K: It has also never happened that a small country is producing a world war in this manner. There is a limit beyond which you cannot push the President. I have been trying to tell you that for a week…You play your game and you will see what happens…You are destroying the possibility for negotiations, which you want.

Needless to say, Kissinger got what he wanted—a negotiated outcome that laid the groundwork for an Egyptian-Israeli peace several years later.

Inevitably, in a book of this sort the author has to address a number of fundamental criticisms of the subject. He is particularly eager to explain and defend the policy of détente with the Soviet Union—an approach that eventually divided the Republican Party and led to a 30-year realignment in American politics that only now seems to be ending. He rejects the notion that the peace agreement with North Vietnam achieved in 1973 could have been easily obtained in 1969. He is quite emphatic in attributing the failures of Nixon’s policies—particularly the collapse of our South Viet namese client—to the specter of Watergate, and in this his narrative is utterly convincing.

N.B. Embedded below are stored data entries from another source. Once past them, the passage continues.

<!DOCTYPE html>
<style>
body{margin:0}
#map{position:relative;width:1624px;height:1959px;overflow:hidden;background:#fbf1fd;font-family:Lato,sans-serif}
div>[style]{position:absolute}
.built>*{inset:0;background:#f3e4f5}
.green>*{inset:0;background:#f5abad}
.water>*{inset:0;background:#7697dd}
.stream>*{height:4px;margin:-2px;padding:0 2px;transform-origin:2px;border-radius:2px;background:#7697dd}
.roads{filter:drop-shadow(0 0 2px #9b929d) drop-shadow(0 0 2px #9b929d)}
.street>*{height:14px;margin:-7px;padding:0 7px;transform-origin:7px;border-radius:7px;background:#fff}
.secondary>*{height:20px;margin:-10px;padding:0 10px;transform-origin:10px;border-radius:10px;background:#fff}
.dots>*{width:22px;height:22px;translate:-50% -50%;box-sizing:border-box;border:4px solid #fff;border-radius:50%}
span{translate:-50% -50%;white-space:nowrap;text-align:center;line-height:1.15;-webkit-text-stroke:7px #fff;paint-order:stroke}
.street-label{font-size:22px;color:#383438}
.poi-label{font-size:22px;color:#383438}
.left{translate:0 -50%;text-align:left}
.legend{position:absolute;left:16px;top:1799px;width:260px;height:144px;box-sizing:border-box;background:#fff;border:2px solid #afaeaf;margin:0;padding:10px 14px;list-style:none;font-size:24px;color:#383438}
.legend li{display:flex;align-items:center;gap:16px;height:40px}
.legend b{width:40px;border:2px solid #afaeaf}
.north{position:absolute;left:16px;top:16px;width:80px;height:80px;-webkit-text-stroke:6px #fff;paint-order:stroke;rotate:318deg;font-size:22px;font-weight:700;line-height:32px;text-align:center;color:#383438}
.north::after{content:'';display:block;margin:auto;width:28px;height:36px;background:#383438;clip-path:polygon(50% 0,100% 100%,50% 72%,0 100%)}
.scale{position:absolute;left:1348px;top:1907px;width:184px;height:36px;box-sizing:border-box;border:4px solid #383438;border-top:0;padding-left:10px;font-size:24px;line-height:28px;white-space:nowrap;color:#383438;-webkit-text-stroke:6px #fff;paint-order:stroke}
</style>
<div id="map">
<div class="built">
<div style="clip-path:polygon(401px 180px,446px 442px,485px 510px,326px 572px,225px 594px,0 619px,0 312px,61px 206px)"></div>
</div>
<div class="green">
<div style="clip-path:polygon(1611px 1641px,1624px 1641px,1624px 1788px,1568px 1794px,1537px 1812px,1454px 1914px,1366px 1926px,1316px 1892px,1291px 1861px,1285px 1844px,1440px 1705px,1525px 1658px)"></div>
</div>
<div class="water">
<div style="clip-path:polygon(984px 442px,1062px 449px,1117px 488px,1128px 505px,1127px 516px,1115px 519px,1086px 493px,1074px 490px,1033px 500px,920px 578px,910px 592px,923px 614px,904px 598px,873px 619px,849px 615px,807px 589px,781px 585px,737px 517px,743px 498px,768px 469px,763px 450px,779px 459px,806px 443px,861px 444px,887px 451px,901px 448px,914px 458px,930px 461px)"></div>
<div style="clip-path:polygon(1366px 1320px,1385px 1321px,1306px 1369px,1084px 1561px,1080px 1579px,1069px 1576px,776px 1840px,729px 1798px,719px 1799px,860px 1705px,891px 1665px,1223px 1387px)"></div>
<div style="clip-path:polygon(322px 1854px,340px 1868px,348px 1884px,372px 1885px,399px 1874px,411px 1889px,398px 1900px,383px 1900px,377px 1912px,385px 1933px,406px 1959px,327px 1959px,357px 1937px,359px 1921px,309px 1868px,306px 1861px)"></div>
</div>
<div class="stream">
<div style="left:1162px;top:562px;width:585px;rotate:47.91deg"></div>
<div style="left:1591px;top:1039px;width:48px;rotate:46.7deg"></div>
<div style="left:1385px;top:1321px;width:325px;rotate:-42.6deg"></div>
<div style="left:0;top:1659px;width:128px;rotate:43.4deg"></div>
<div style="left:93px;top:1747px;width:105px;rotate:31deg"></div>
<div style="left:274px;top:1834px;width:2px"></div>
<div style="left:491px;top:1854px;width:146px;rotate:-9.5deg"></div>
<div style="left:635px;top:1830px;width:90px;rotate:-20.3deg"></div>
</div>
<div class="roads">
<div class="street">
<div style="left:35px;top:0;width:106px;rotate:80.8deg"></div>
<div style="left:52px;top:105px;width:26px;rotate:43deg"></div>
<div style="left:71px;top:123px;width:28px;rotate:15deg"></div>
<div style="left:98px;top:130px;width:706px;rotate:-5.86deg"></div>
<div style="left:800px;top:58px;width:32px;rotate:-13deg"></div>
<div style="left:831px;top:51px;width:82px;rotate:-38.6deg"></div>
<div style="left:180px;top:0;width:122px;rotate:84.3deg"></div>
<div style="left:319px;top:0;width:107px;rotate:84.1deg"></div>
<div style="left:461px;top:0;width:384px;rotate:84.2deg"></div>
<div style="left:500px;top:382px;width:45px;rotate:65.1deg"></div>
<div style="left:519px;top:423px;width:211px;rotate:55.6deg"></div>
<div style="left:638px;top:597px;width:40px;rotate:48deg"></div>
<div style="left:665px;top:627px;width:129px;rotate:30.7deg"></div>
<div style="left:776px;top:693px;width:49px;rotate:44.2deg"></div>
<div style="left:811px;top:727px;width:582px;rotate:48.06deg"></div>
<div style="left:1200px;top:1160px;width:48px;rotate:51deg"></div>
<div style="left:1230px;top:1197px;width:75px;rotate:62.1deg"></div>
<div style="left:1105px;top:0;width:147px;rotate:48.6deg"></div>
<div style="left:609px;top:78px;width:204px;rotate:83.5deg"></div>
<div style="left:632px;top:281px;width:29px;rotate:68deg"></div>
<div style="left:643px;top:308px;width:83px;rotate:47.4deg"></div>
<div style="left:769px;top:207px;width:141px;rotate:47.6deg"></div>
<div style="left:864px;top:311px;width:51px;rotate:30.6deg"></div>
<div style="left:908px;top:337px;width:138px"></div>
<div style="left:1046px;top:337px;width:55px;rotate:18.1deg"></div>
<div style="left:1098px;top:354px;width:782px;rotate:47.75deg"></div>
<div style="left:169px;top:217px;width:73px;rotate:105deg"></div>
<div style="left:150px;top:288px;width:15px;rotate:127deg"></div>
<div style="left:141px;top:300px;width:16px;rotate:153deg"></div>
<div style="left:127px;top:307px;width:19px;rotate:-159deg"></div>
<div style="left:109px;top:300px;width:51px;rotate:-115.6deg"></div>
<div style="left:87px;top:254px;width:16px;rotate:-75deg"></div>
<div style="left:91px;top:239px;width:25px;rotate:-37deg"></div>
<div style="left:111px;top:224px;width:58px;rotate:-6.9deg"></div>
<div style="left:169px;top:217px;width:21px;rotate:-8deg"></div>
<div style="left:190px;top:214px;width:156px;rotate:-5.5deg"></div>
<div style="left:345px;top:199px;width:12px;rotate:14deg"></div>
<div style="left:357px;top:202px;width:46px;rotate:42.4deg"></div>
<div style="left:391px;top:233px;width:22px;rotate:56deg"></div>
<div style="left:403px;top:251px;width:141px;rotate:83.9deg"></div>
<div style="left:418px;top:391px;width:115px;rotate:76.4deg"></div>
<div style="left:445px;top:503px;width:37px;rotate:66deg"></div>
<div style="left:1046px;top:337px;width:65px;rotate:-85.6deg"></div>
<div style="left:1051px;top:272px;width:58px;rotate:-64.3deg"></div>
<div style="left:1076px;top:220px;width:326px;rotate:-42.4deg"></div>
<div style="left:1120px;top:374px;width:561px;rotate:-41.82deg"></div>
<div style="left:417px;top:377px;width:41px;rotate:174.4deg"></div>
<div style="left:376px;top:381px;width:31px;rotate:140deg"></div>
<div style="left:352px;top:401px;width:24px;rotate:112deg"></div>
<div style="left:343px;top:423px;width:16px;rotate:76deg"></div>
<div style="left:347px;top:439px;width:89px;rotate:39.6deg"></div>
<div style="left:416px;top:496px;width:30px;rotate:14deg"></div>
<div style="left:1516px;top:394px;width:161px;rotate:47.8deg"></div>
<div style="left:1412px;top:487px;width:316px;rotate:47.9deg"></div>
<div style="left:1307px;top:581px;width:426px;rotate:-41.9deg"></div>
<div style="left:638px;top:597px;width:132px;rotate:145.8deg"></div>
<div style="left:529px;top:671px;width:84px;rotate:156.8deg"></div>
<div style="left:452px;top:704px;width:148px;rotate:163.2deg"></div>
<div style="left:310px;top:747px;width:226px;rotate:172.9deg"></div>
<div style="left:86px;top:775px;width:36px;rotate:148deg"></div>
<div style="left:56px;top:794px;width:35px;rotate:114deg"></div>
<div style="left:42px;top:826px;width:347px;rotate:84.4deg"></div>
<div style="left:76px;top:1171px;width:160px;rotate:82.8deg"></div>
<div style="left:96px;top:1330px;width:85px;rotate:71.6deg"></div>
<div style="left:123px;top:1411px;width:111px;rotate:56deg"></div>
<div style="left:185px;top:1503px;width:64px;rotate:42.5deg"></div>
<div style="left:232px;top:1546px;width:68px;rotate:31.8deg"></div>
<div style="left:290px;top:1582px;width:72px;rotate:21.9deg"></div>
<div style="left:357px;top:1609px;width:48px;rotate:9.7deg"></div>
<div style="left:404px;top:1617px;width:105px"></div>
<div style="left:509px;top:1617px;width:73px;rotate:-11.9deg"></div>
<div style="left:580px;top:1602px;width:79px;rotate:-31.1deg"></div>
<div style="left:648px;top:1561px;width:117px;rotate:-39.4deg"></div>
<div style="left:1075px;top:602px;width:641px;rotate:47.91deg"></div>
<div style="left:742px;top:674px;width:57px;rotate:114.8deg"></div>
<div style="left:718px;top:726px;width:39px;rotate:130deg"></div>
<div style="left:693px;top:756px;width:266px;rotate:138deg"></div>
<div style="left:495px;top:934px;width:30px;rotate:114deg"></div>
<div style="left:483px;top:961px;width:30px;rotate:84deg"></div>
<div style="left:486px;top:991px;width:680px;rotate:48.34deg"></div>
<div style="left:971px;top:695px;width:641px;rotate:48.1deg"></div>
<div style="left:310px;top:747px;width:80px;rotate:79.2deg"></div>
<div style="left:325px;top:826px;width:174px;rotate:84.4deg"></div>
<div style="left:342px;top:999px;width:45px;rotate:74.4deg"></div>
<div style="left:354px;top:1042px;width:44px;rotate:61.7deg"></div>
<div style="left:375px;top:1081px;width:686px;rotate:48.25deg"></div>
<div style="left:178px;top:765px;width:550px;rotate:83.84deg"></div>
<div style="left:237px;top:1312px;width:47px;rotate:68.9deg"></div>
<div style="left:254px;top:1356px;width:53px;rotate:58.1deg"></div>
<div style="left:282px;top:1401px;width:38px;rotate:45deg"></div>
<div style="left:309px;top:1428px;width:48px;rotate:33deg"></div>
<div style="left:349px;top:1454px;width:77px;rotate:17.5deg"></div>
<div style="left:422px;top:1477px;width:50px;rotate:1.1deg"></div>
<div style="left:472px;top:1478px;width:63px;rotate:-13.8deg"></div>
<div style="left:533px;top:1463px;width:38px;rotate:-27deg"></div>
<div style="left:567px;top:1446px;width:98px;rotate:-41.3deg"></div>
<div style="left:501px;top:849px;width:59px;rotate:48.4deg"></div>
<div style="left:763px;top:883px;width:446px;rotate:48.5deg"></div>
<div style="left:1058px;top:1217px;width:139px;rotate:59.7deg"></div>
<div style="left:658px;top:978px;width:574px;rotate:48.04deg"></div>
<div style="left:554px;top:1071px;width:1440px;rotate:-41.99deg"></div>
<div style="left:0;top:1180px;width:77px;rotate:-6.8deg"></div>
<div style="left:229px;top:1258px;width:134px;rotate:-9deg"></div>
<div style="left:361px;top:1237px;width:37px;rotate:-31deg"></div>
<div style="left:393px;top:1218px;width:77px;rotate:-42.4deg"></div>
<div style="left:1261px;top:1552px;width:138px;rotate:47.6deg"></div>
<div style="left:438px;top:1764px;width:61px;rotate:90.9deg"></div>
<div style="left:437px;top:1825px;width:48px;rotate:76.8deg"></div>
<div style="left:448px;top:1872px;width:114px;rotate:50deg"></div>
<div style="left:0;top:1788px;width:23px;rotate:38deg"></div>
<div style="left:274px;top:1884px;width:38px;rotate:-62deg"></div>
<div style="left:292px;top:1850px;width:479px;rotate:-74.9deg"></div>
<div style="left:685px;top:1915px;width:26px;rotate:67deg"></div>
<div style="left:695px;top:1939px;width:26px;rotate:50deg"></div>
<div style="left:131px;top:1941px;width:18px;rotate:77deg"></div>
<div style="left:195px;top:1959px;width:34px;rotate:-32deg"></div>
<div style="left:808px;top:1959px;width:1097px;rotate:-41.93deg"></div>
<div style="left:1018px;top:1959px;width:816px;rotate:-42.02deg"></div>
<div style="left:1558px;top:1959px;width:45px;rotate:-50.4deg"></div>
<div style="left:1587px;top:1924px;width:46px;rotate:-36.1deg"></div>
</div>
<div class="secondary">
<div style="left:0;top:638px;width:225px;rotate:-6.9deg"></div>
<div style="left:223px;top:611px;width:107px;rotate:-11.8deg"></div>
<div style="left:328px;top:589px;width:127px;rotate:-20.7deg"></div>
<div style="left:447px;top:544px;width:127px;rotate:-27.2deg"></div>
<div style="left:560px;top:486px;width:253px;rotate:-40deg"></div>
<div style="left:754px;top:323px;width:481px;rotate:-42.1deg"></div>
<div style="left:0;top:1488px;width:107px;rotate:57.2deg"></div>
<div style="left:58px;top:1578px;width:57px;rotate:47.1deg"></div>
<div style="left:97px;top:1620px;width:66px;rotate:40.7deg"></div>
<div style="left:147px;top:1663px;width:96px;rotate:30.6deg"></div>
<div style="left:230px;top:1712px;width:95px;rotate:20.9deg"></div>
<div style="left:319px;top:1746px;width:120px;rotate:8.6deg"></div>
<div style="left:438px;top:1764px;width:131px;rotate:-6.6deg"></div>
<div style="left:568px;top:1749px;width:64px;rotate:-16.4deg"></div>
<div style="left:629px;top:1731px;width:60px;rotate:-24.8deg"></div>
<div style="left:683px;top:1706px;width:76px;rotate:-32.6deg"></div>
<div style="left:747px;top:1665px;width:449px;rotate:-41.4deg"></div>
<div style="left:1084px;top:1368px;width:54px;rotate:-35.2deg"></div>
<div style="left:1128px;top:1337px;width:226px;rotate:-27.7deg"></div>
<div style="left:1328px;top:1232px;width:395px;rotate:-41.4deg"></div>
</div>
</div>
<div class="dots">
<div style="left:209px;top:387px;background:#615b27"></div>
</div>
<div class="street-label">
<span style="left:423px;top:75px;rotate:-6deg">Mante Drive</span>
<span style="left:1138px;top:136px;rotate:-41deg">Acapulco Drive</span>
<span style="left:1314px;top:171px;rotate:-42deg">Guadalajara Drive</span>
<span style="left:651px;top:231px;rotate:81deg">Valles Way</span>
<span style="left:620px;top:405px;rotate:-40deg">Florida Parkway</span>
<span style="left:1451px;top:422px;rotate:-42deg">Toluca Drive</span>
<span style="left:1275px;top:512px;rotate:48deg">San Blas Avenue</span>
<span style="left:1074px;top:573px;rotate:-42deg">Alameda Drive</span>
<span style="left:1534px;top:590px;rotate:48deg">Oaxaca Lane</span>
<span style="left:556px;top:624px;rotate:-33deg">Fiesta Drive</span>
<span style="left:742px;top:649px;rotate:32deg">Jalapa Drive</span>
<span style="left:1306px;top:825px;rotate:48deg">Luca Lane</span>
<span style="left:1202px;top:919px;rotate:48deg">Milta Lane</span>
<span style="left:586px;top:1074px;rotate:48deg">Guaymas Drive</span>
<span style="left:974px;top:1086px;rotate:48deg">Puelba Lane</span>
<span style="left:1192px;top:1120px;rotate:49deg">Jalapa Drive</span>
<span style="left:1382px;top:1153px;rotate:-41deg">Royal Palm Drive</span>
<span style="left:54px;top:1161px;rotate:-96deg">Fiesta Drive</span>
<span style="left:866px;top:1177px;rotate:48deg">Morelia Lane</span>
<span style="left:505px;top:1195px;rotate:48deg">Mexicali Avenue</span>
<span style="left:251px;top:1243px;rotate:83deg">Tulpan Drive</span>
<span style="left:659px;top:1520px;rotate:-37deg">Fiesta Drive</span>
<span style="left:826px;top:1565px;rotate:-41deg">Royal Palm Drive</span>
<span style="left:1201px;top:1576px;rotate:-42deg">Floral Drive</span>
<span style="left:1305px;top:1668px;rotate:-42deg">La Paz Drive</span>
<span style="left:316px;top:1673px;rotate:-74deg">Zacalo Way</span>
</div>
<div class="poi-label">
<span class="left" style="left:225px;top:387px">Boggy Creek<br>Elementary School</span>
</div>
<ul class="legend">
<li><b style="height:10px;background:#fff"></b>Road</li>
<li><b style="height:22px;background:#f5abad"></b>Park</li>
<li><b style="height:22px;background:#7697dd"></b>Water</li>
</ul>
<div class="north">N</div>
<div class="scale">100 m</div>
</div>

Kissinger: 1973 is one of the most intriguing books on American history to appear in many years. Even when dealing with fairly technical subjects like arms control it never fails to hold the reader’s attention. And it reminds us how difficult are the tasks of those entrusted with America’s power. Those who have convinced themselves that a mere change of tone will solve all of our current foreign policy problems need to read this book even more than the rest of us.